New Delhi: At least three of the four top emitters of greenhouse gases — China, the EU and India — are expected to see faster progress towards a clean energy economy than they have set out in national plans or NDCs, according to a new analysis released on Monday, coinciding with the UN climate summit in Egypt.
According to “Global Carbon Budget Report 2022”, the top four CO2 emitters in 2021 were China (31 per cent), the US (14 per cent), the European Union (8 per cent) and India (7 per cent).
The report, “Big Four: Are major emitters downplaying their climate and clean energy progress?”, by the UK-based Energy and Climate Intelligence Unit, suggests interconnected global crises and market mechanisms are driving the shift towards electric vehicles, low-carbon heating and renewables around the world, in particular in those four countries.

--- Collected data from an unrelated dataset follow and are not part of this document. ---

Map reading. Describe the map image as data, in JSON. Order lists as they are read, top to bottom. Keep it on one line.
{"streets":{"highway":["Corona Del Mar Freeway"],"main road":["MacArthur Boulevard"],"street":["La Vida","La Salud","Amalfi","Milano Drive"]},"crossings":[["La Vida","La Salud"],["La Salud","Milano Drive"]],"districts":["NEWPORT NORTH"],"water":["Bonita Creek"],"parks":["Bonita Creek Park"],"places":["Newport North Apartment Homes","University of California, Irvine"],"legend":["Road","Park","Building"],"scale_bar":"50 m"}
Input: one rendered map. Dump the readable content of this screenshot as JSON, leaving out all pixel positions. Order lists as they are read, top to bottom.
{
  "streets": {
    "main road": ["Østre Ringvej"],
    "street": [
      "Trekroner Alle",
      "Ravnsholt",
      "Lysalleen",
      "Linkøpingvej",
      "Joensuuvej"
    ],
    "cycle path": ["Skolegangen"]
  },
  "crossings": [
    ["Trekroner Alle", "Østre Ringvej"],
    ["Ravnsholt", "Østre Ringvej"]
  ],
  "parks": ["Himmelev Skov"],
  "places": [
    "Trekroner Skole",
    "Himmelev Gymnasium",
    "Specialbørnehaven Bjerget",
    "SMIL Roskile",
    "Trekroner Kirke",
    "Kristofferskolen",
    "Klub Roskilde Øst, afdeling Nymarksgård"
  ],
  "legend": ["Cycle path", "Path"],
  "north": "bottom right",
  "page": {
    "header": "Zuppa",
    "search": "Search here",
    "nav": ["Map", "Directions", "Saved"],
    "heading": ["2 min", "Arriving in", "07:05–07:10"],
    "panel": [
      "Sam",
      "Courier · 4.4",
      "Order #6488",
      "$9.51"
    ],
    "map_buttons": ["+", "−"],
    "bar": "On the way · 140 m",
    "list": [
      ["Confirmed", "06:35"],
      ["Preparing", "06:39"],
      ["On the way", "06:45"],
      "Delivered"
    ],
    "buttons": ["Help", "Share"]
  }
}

Rapid price reductions, which make wind and solar power vastly cheaper than fossil fuel alternatives, concerns over energy security and access, and in Europe, the support for Ukraine, are driving this momentum, while EV sales are accelerating with major markets reaching tipping points.
In the three countries, these forces are strong enough that they may well be on track to outstrip their emissions targets under the Paris Agreement, which indicates a more positive picture for limiting global warming to 1.5 degree Celsius, the report said.
In India, the authors noted, the rollout of renewable energy, particularly solar, is accelerating rapidly and will transform India’s electricity sector this decade.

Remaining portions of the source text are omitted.